Postwar trade liberalization does not get the popular credit it deserves for improving the living standards of millions. Indeed, the successful completion of the Doha Round of the WTO would do far more for global poverty alleviation than all of the world's aide programs combined.  Millions of people in what used to be called the developing world (especially in East Asia) have joined the ranks of the educated middle class. Millions more are now doing manufacturing tasks across the skills spectrum. We all compete in a genuinely global labor force, but low-skill, immobile, and poorly educated workers in developed countries are the most vulnerable. Trade liberalization is hardly the only cause of blue collar woes; rapid technological change is also important. However, economists have long noted that with the opening of trade comes an equalization of prices in the factors of production involved in that trade; wages in those sectors among them. Importantly, technological change is having an impact on a range of skilled workers once thought invulnerable to foreign wage pressures; back-office accounting work, medical test analyses, etc can now be done nearly anywhere.

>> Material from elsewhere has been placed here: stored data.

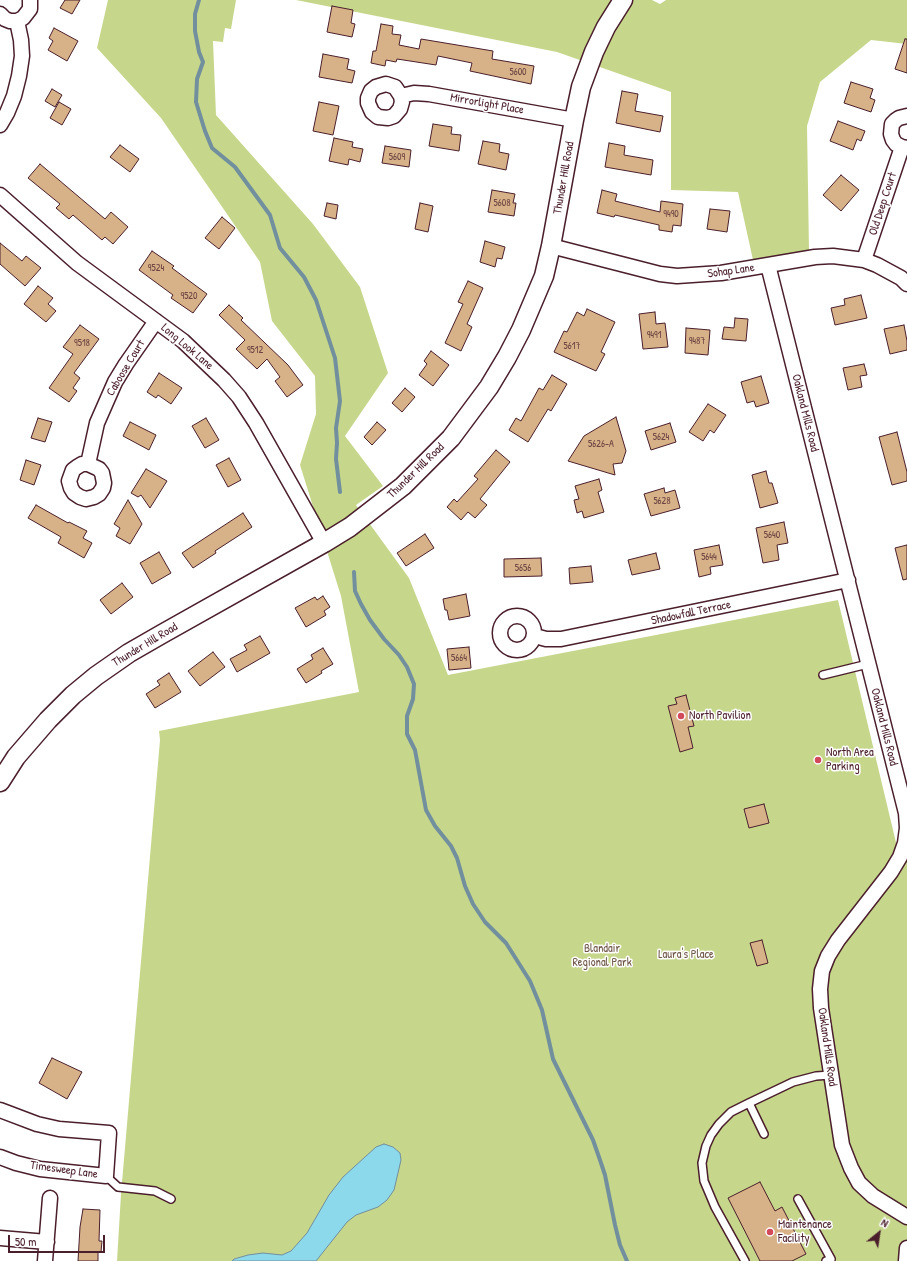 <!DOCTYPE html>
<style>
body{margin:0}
#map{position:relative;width:907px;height:1261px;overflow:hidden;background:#fff;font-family:"Patrick Hand",sans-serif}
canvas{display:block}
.north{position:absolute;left:859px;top:1213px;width:40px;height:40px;-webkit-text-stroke:3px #fff;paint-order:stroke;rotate:30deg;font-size:11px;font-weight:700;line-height:16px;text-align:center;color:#4a1f2b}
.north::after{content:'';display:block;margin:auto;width:14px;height:18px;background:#4a1f2b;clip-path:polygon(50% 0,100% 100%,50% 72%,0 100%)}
.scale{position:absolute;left:8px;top:1235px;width:97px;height:18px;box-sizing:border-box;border:2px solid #4a1f2b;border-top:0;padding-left:5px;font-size:12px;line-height:14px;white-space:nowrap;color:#4a1f2b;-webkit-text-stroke:3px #fff;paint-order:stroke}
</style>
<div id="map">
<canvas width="907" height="1261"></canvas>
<div class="north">N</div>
<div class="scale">50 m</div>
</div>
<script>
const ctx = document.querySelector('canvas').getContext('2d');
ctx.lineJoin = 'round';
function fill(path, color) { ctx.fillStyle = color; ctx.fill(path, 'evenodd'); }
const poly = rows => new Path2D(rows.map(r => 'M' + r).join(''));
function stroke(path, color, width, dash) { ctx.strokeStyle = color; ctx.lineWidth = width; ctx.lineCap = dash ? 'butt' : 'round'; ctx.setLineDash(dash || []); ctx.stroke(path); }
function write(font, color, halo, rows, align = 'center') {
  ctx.font = font + ' "Patrick Hand",sans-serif'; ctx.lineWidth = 3; ctx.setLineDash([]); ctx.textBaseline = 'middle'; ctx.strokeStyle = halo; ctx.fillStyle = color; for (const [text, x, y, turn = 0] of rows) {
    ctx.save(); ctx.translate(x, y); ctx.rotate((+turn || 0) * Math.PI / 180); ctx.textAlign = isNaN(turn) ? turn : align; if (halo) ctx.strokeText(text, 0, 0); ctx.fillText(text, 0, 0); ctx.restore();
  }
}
fill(poly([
 [108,0,236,0,231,29,225,28,223,42,213,41,216,115,313,224,360,287,388,373,345,436,383,486,356,505,409,578,448,675,838,600,899,855,907,857,907,1261,117,1261,121,1194,160,740,159,731,359,692,341,596,300,465,316,414,315,376,272,321,260,262,161,118,97,48],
 [296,0,652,0,660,4,666,0,907,0,907,44,871,40,820,82,807,126,809,250,753,260,738,192,671,190,671,92,557,52]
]), '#c6d78c');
const water = poly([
 [384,1144,393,1147,400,1153,401,1160,394,1190,387,1200,378,1207,356,1215,347,1222,316,1261,232,1261,234,1259,248,1255,263,1253,282,1255,291,1251,307,1233,329,1195,343,1177,376,1147,384,1144]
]);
fill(water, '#8cd9eb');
stroke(water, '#728f9e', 1);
stroke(poly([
 [199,0,195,14,195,31,199,52,203,62,197,79,196,102,205,131,212,148,235,167,270,215,280,248,304,277,316,300,335,358,340,401,336,428,337,443,336,459,340,492],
 [354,572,355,591,361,604,370,620,384,639,399,655,407,667,414,684,413,699,407,716,407,734,415,750,426,810,435,826,451,846,457,858,465,886,473,904,485,922,506,943,530,981,542,1010,553,1059,593,1140,600,1160,605,1175,615,1225,620,1245,627,1261]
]), '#728f9e', 4);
const building = poly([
 [65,0,80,0,72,14,60,8,65,0],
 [332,6,353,10,351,23,355,24,352,37,327,32,332,6],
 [381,24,393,26,392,34,401,35,399,45,419,49,421,39,493,51,492,59,534,66,531,84,470,71,472,63,438,56,436,65,397,59,396,62,386,60,385,66,371,63,373,51,376,51,381,24],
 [54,28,78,41,67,61,48,50,53,41,49,38,54,28],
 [905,39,907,39,907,73,895,69,905,39],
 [323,54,349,59,347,69,355,71,352,83,319,77,323,54],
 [851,82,873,89,870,98,875,100,871,112,844,103,851,82],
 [52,89,62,95,55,107,45,101,52,89],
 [622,91,638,94,635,111,663,116,660,132,616,123,622,91],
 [59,102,71,109,62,125,50,118,59,102],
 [319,102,339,106,333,135,313,131,319,102],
 [838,121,865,131,861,141,857,139,853,150,830,141,838,121],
 [433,124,452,127,451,134,461,135,459,151,429,146,433,124],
 [334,138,353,142,352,147,363,149,360,162,349,159,348,165,329,161,334,138],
 [483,141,500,144,499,152,509,154,506,170,478,164,483,141],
 [609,143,625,146,624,155,653,160,651,175,605,167,609,143],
 [120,145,139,159,130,172,110,157,120,145],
 [385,146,411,150,409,167,382,163,385,146],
 [40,164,105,219,111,212,128,227,113,244,105,237,102,240,73,215,69,219,56,208,60,204,28,178,40,164],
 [841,175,859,190,841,211,823,195,841,175],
 [492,190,515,194,513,203,516,203,514,216,488,212,492,190],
 [602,190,617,194,615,201,660,212,661,201,683,204,681,226,673,225,672,232,659,230,659,225,615,215,614,217,597,213,602,190],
 [327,203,338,205,336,219,324,216,327,203],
 [420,203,433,206,428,232,415,229,420,203],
 [710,209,730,211,727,232,707,229,710,209],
 [222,217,235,228,219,249,205,238,222,217],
 [485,241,505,247,502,259,497,258,495,267,480,262,485,241],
 [0,243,22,261,26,256,41,268,25,286,0,264,0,243],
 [152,251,174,266,172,268,207,294,193,313,171,298,173,295,139,270,152,251],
 [468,281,483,288,467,324,472,327,461,351,445,343,463,304,458,302,468,281],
 [38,286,53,298,48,304,56,311,46,322,24,304,38,286],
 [861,295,867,318,835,325,831,308,845,305,844,299,861,295],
 [229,305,243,318,241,320,288,365,303,385,287,397,275,381,280,377,267,359,257,369,236,349,245,340,219,315,229,305],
 [587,309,615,322,601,352,605,354,596,371,554,352,564,331,567,332,577,312,584,316,587,309],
 [655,312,656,324,665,323,668,347,643,349,639,314,655,312],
 [735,318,748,319,746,341,722,339,724,327,734,328,735,318],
 [80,325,99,339,74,373,80,378,73,388,77,391,69,402,49,388,73,354,63,347,80,325],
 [904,325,907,341,907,350,890,354,884,329,904,325],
 [686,328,710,330,708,355,685,353,686,328],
 [431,351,449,365,433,386,419,375,427,364,424,361,431,351],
 [864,364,867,375,860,376,862,387,848,390,843,368,864,364],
 [159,373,182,388,171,404,158,395,156,398,147,392,159,373],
 [552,375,567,384,551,411,548,409,528,442,509,430,516,418,521,421,539,388,543,390,552,375],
 [761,376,769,403,756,407,754,401,747,403,741,382,761,376],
 [405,388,415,397,402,412,392,403,405,388],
 [708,404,726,415,714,433,710,430,703,441,689,432,708,404],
 [616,417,626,451,622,463,613,464,615,475,568,461,584,436,616,417],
 [38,418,52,422,45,442,31,438,38,418],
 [206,418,219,440,205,448,192,426,206,418],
 [130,422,156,435,149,450,123,436,130,422],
 [377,422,386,430,372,445,364,437,377,422],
 [670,423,676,442,651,450,645,431,670,423],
 [897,432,907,472,907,481,892,485,879,437,897,432],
 [496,450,510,462,480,499,487,505,475,518,468,512,461,520,447,507,454,499,457,502,478,479,474,476,496,450],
 [229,458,241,480,228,487,216,465,229,458],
 [26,460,41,465,34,485,20,480,26,460],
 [146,469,167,481,150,508,141,495,138,497,131,493,146,469],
 [766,471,769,483,772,483,778,503,760,508,752,475,766,471],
 [599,479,602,490,598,492,604,512,584,518,582,511,577,513,574,500,579,499,575,486,599,479],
 [664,488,665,493,675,490,680,508,651,516,644,494,664,488],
 [128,500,142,524,130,544,116,536,120,528,114,524,128,500],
 [36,505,68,523,69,522,87,531,83,538,92,543,84,558,58,543,61,537,28,518,36,505],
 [243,513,252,527,215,551,216,553,193,568,182,553,243,513],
 [784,522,788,543,777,545,779,560,763,563,756,528,784,522],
 [425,534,434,548,406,566,397,553,425,534],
 [719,545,723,565,710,567,711,574,699,577,694,550,719,545],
 [907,545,907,579,903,580,895,548,907,545],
 [159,552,171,573,152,584,140,563,159,552],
 [656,553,660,569,632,575,628,560,656,553],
 [541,558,542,576,504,577,504,559,541,558],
 [591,566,593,582,570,584,569,568,591,566],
 [122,583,133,597,111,614,100,600,122,583],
 [466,594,470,616,449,620,447,610,445,610,443,599,466,594],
 [323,596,330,607,324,611,326,615,306,627,295,608,315,597,317,600,323,596],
 [260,636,270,653,237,672,230,659,247,650,244,645,260,636],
 [469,647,471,668,449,670,447,649,469,647],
 [323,648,333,664,321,671,322,673,306,683,297,669,313,659,311,655,323,648],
 [213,652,225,667,200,686,188,671,213,652],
 [169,673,181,692,155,708,146,694,160,685,157,681,169,673],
 [686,695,694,726,688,727,693,748,680,752,668,706,677,704,675,698,686,695],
 [764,804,769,823,749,828,744,809,764,804],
 [762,940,768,963,757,966,750,943,762,940],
 [52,1058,82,1072,67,1099,39,1083,52,1058],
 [760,1182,775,1211,782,1207,806,1254,792,1261,760,1261,728,1198,760,1182],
 [83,1209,100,1210,99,1241,102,1241,101,1252,98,1252,98,1261,78,1261,80,1227,83,1209]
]);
fill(building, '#d7b288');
stroke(building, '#4a1f2b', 1);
const service = poly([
 [823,675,868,664],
 [749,1103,764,1134],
 [106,1176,118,1187,155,1191,171,1199],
 [798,1199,831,1259,826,1261],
 [745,1261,715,1207,704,1181,702,1163,706,1146,711,1135,719,1124,731,1112,749,1103,793,1082,816,1076,831,1075]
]);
const minor = poly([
 [0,14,5,19,10,21,17,21,23,18,30,9,30,0],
 [401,96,402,102,400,109,394,116,388,118,378,117,372,112,368,103,368,98,371,91,376,87,386,84,395,87,401,96,414,93,429,94,574,120],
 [907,116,899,118,896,120,892,124,891,134,893,140,896,144,902,147,907,148],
 [0,125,7,113,14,96,19,76,22,56,21,40,17,21],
 [0,195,77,263,183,341,224,380,239,397,256,423,324,543],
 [551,246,660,274,677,276,721,273,815,257,833,256,864,260,877,265,901,278,907,284],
 [864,260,902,147],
 [768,265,906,813,907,828,905,843,900,857,891,872,838,940,828,956,822,971,820,989,821,1008,842,1145,851,1168,859,1183,873,1196,907,1217],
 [88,464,82,464,77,467,73,470,69,481,71,488,74,493,80,497,86,499,94,497,99,494,103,488,104,483,102,473,99,469,88,464,97,423,115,382,126,364,156,321],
 '500 633a17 17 0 1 1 34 0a17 17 0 1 1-34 0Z',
 [535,636,546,639,561,639,848,580],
 [0,1110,37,1124,59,1129,109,1133,106,1176,40,1169,16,1163,0,1157],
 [0,1238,47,1242],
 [45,1261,50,1198],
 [906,1261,907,1248]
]);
const tertiary = poly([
 [0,782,16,757,48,720,73,695,96,676,129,653,162,634,324,543,350,527,403,486,451,438,489,387,507,357,521,330,544,276,551,246,574,120,581,87,594,52,606,27,623,0]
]);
stroke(service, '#4a1f2b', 10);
stroke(minor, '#4a1f2b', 17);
stroke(tertiary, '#4a1f2b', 21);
stroke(service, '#fff', 7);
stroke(minor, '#fff', 14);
stroke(tertiary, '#fff', 18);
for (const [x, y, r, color] of [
 [681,716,4,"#d1495b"],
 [818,760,4,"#d1495b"],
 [770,1232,4,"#d1495b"]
]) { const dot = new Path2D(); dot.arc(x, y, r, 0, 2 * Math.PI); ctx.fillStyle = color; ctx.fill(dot); stroke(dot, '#fff', 1.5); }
write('10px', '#6d4442', null, [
 ["5600",518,72],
 ["5609",397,157],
 ["5608",502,203],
 ["9490",671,214],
 ["9524",156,268],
 ["9520",189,296],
 ["9491",654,335],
 ["9487",697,341],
 ["9518",82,343],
 ["5617",572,346],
 ["9512",255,350],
 ["5624",661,437],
 ["5626-A",601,444],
 ["5628",662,501],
 ["5640",772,535],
 ["5644",709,557],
 ["5656",523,568],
 ["5664",459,658]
]);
write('12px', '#4a1f2b', '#fff', [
 ["Mirrorlight Place",487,104,10],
 ["Thunder Hill Road",564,178,-80],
 ["Old Deep Court",883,204,-72],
 ["Sohap Lane",731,271,-8],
 ["Long Look Lane",187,347,40],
 ["Caboose Court",126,368,-59],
 ["Oakland Mills Road",805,413,76],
 ["Thunder Hill Road",416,471,-44],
 ["Shadowfall Terrace",691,613,-12],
 ["Thunder Hill Road",145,645,-31],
 ["Oakland Mills Road",884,727,76],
 ["Oakland Mills Road",827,1047,82],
 ["Timesweep Lane",64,1170,8]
]);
write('12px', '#4a1f2b', '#fff', [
 ["North Pavilion",689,716],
 ["North Area",826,753],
 ["Parking",826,767],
 ["Maintenance",778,1225],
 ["Facility",778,1239]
], 'left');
write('12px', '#6f5648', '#fff', [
 ["Blandair",602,949],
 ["Regional Park",602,963],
 ["Laura's Place",686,955]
]);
</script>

This is part-in-parcel of a larger debate over the sources of wealth inequality, itself stoked by Thomas Piketty's 2014 book, Capital. (if you don't have time to read all 600pgs, Piketty's TED Talk is worth watching). We ought to think harder than we do about how we prepare labor forces for a 21st Century, post-Fordist economy in which knowledge and ideas are the "products" more and more of us make.

Bottom Line

This is all a long-winded way of saying that this week's narrow debates over trade on Capitol Hill are taking place in a period in which the politics of trade liberalization are arguably more difficult than ever. The case in favor of the broad-based benefits of liberalization remains compelling. But our ability to creatively cushion the impact of all this on the "losers" has not kept up. Trade adjustment assistance could be made robust enough to help those directly impacted by trade liberalization, but too much is being asked of adjustment assistance if we expect it to prepare national work forces to compete in a globally competitive economy.

That requires longer-term thinking that lays the foundation for the kind of continuous skills re-development, education, and basic research and development-- a worthy topic for a much lengthier blog post.